23 Entgegen der Ansicht des Beklagten steht der Erteilung der Aufenthaltsbefugnis auch der Regelversagungsgrund des § 7 Abs. 2 Nr. 2 AuslG nicht entgegen. Nach der zitierten Vorschrift wird die Aufenthaltsgenehmigung in der Regel versagt, wenn der Ausländer seinen Lebensunterhalt einschließlich ausreichenden Krankenversicherungsschutzes nicht aus eigener Erwerbstätigkeit, eigenem Vermögen oder sonstigen eigenen Mitteln, aus Unterhaltsleistungen von Familienangehörigen oder Dritten, aus Stipendien, Umschulungs- oder Ausbildungshilfen, aus Arbeitslosengeld oder sonstigen auf einer Beitragsleistung beruhenden öffentlichen Mitteln bestreiten kann. Vorliegend liegen zwar die Voraussetzungen des Regelversagungsgrundes vor, denn die Klägerin arbeitet nicht und hat einen Anspruch auf Sozialhilfe, der allerdings derzeit nicht ausgezahlt wird, weil die Klägerin nicht in der ihr zugewiesenen Unterkunft wohnt, sondern sich bei ihrer Mutter aufhält und ihr Unterhalt durch die Familienangehörigen abgedeckt wird. Eine Sicherung des Lebensunterhaltes der Klägerin durch die Familienangehörigen, etwa durch Abgabe einer Verpflichtung nach § 84 Abs. 2 AuslG, liegt nicht vor. Vorliegend hat jedoch der Beklagte zu Unrecht das Vorliegen eines Ausnahmefalles verneint.
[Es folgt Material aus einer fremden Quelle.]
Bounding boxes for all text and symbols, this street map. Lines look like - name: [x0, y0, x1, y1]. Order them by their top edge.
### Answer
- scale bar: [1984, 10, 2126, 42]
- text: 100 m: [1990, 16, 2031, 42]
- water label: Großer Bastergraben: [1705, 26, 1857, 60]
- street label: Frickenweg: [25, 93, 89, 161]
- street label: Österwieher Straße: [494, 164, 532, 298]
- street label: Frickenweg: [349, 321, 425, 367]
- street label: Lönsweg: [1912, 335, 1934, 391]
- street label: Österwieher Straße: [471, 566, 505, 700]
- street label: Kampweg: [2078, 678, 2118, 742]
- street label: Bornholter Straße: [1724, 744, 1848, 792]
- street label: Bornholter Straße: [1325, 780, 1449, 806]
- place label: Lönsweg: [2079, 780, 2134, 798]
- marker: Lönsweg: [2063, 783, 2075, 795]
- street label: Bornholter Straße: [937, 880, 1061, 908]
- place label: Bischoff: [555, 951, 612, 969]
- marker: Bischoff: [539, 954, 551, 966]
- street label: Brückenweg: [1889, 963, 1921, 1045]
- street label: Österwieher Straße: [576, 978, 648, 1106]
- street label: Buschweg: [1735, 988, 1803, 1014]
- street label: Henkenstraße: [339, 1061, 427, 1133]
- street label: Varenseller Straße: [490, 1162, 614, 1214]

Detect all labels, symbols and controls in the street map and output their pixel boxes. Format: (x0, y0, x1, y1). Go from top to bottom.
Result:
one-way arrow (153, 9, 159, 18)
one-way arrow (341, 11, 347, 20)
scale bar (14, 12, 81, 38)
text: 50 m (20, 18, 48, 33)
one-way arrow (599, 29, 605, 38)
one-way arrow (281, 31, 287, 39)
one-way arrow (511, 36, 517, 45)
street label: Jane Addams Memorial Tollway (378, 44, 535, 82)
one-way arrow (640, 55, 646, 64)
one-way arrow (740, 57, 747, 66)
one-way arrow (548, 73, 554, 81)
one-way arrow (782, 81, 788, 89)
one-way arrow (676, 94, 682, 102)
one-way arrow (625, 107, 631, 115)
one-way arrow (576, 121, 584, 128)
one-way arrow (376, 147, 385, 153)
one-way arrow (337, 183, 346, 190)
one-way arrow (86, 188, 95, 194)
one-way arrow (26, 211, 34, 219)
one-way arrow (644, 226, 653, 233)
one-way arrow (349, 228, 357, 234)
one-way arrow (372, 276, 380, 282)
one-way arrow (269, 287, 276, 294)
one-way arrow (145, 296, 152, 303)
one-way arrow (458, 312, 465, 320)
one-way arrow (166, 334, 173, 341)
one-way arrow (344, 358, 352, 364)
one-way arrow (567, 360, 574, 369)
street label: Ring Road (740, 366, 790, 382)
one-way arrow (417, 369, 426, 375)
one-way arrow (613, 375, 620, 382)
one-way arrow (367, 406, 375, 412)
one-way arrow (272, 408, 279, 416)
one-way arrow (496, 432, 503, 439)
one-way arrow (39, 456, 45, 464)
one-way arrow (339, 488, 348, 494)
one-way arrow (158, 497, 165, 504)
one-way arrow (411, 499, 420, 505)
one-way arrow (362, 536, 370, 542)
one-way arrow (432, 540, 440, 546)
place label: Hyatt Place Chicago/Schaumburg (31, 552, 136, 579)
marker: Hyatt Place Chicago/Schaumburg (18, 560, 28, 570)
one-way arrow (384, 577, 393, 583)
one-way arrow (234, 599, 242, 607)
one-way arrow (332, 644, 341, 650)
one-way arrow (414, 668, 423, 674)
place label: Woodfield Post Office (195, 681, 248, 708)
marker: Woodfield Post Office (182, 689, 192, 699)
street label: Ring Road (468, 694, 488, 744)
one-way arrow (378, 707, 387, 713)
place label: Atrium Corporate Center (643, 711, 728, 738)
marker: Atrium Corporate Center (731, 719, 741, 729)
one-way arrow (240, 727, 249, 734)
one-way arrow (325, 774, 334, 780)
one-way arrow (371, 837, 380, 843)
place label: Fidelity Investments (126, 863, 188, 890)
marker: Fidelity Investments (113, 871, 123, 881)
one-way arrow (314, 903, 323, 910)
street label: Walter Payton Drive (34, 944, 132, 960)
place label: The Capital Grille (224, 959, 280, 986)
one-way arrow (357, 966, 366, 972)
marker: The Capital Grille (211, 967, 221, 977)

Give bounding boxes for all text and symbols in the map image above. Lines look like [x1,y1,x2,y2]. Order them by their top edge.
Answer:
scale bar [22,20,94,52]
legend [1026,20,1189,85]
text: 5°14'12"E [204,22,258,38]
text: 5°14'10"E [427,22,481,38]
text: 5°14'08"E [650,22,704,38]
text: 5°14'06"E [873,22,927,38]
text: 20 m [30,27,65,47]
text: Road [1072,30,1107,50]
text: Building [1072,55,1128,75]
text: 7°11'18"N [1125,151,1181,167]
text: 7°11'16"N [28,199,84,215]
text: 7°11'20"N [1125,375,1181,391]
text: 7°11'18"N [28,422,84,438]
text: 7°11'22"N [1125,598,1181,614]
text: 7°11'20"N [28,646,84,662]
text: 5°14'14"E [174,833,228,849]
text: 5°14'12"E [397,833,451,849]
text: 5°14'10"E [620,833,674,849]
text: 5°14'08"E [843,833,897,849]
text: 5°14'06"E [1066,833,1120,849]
24 In dem die Vorschrift des § 7 Abs. 2 die Erteilung der Aufenthaltsgenehmigung "in der Regel" ausschließt, verlangt sie von der Ausländerbehörde die Prüfung, ob ein von der Regel abweichender Ausnahmefall vorliegt. Dies ist der Fall, wenn ein atypischer Sachverhalt gegeben ist. Die Behörde hat diese Frage aufgrund einer umfassenden Interessenabwägung zu entscheiden, die gerichtlich voll überprüfbar ist (BVerwGE 94, 35 (43)). Die Behörde hat sämtliche für und gegen den Aufenthalt des Ausländers sprechende Belange gegeneinander abzuwägen und mit dem ihnen nach der Entscheidung des Gesetzgebers zukommenden Gewicht einzubeziehen. Vorliegend hat der Beklagte den Umstand, dass die Klägerin an einer schweren psychischen Erkrankung leidet und ihr Leben derzeit nicht eigenständig bewältigen kann mit dem Ergebnis, dass sie auch zur Aufnahme einer Arbeitsfähigkeit krankheitsbedingt nicht in der Lage ist, nicht ausreichend in seine Überlegungen eingestellt. Dieser Umstand in Verbindung zu dem weiteren Umstand, dass die gesamte Familie der Klägerin in der Bundesrepublik Deutschland lebt und die Klägerin auf die Lebenshilfe ihrer Familie angewiesen ist, führt dazu, dass in der Person der Klägerin besondere Umstände vorliegen, die so bedeutsam sind, dass sie das sonst ausschlaggebende Gewicht des dem einschlägigen Regelversagungsgrund zugrundeliegenden öffentlichen Interesses beseitigt. Dabei ist auch von Bedeutung, dass - wie aus der Stellungnahme von F. e.V. vom 23.06.2004 - ersichtlich ist, es vorstellbar ist, dass die Klägerin nach Behandlung und Stabilisierung ihres Gesundheitszustandes und Besuch einer Rehabilitationseinrichtung wahrscheinlich in der Lage sein wird, eine Arbeitstätigkeit aufzunehmen und ihren Lebensunterhalt mittelfristig selbst zu sichern.

25 Die Kosten des Verfahrens hat der Beklagte zu tragen, da er unterlegen ist (§ 154 Abs. 1 VwGO).

26 Die Entscheidung über die vorläufige Vollstreckbarkeit folgt aus § 167 VwGO i.V.m. §§ 708 Nr. 11, 711 ZPO.